Downloading RNA3Db...
Extracting structure files...
Extracting sequence files...


In [2]:
def add_hash(x,y):
  return x+"_"+hashlib.sha1(y.encode()).hexdigest()[:5]

In [3]:
import torch
import torch.nn as nn
import math
import numpy as np

class Converter(nn.Module):
    def __init__(self, max_seq_len, d_model=64, nhead=8, num_layers=6, dim_feedforward=256, dropout=0.1):
        super(Converter, self).__init__()

        self.d_model = d_model

        self.input_embedding = nn.Linear(1, d_model)

        self.pos_encoder = PositionalEncoding(d_model, dropout, max_len=max_seq_len)

        encoder_layers = nn.TransformerEncoderLayer(d_model=d_model, nhead=nhead,
                                                    dim_feedforward=dim_feedforward,
                                                    dropout=dropout)
        self.transformer_encoder = nn.TransformerEncoder(encoder_layers, num_layers=num_layers)

        self.output_linear = nn.Linear(d_model, 20)
        self.softmax = nn.Softmax(dim=-1)

    def forward(self, x, src_key_padding_mask=None):
        # x shape: (seq_len, batch_size, 1)

        x = self.input_embedding(x)  # Now: (seq_len, batch_size, d_model)

        x = self.pos_encoder(x)

        x = self.transformer_encoder(x, src_key_padding_mask=src_key_padding_mask)

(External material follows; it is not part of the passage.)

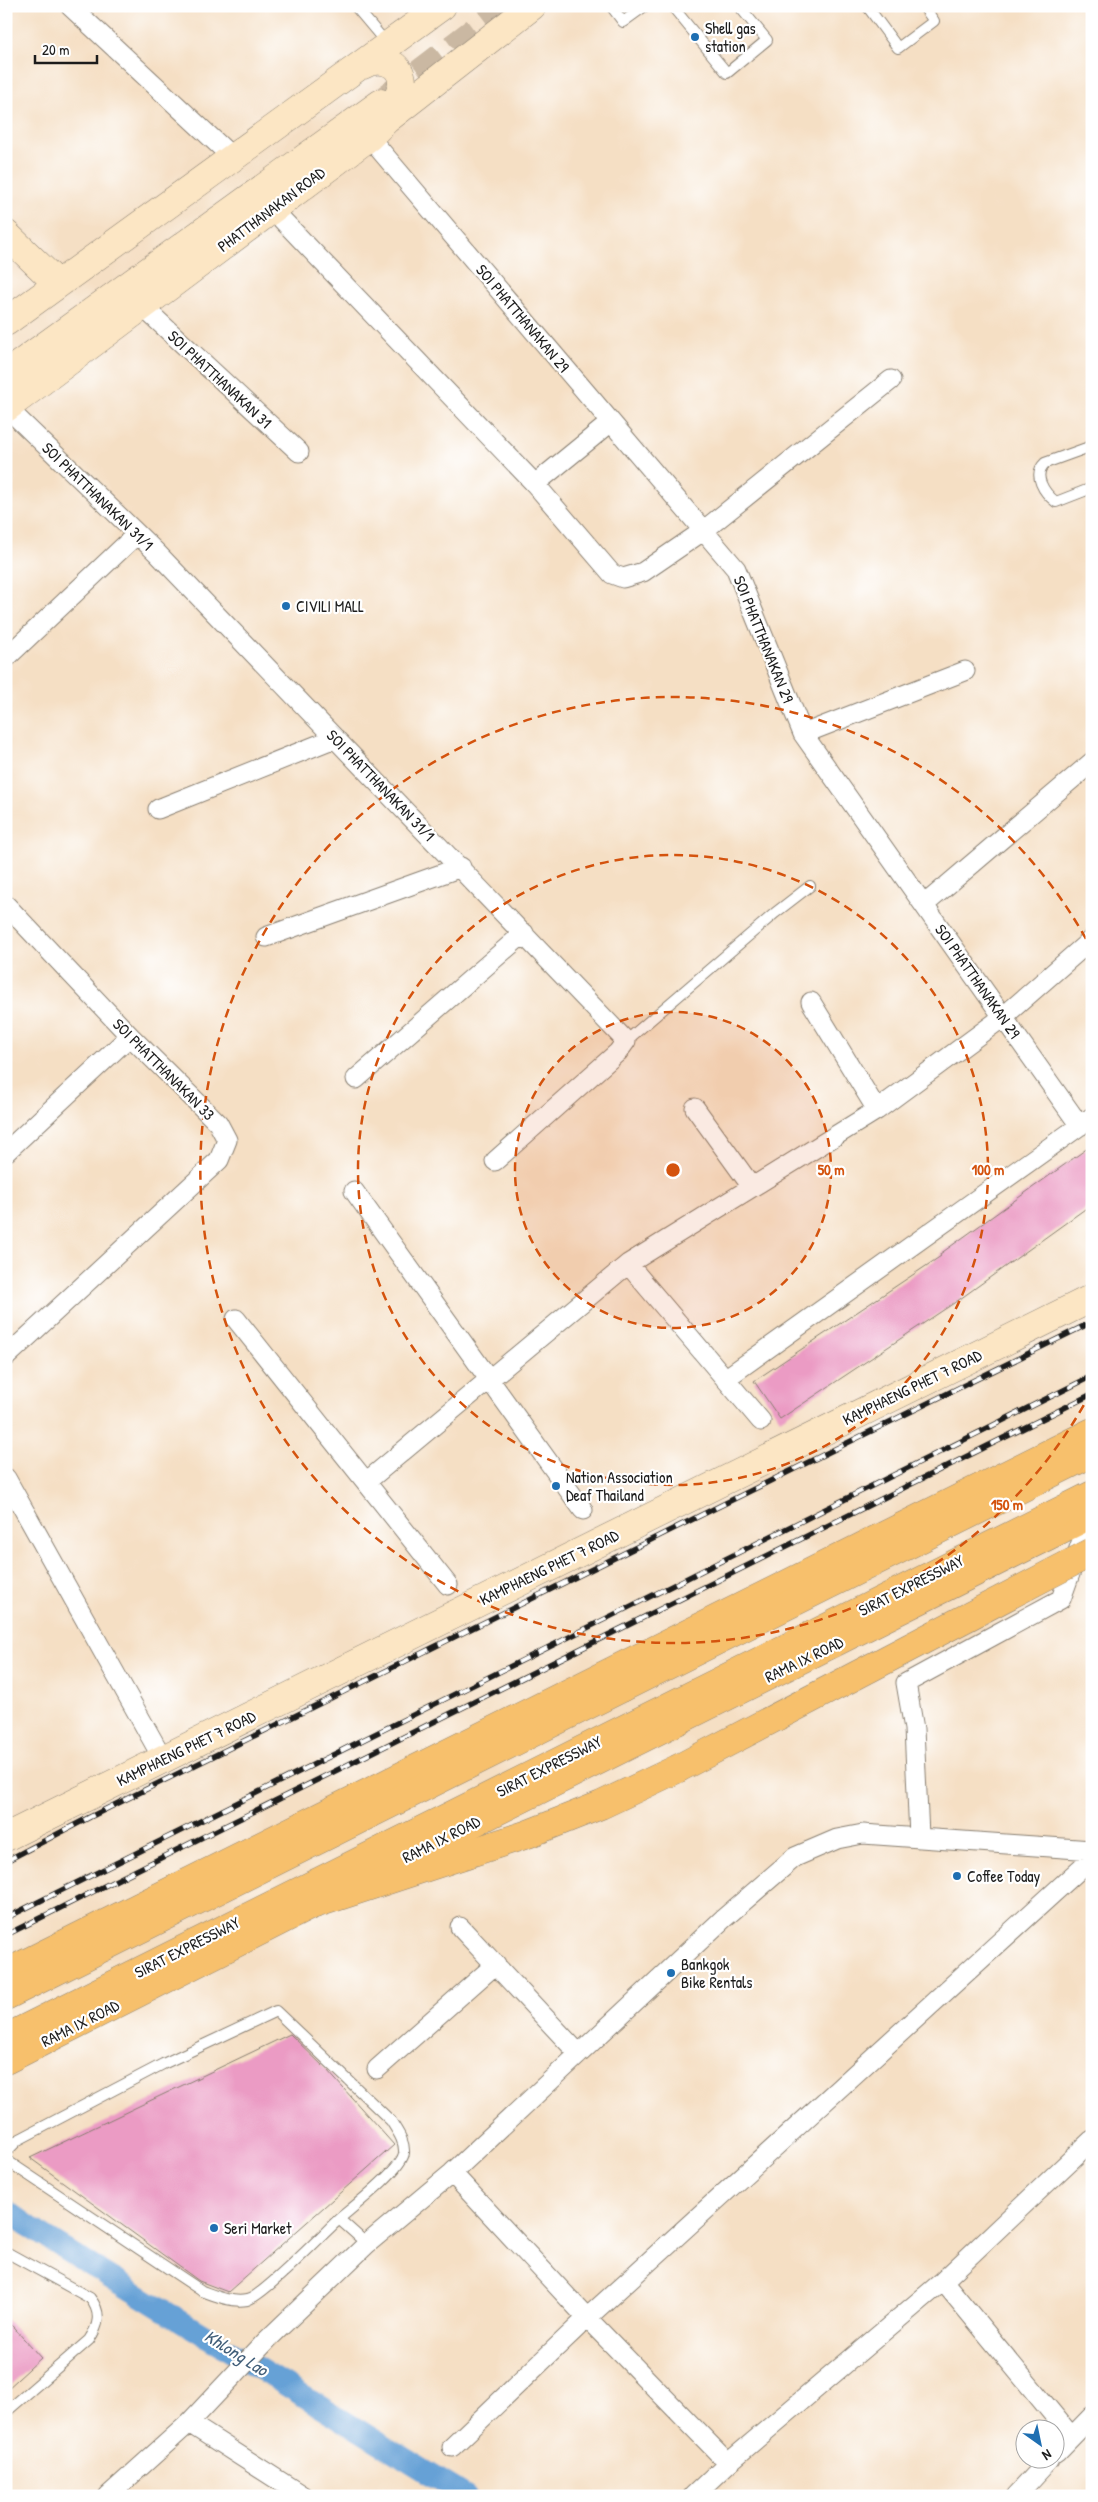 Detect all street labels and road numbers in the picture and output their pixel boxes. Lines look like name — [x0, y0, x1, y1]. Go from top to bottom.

        x = self.output_linear(x)  # Now: (seq_len, batch_size, 20)
        x = self.softmax(x)

        # Convert softmaxxed matrices into one-dimensional indeces
        with torch.no_grad():
            out = []
            for i in range(len(x)):
                out.append([])
                for j in range(len(x[i])):
                    out[-1].append((torch.argmax(x[i][j].detach().cpu())).item())
        return out

class PositionalEncoding(nn.Module):
    def __init__(self, d_model, dropout=0.1, max_len=5000):
        super(PositionalEncoding, self).__init__()
        self.dropout = nn.Dropout(p=dropout)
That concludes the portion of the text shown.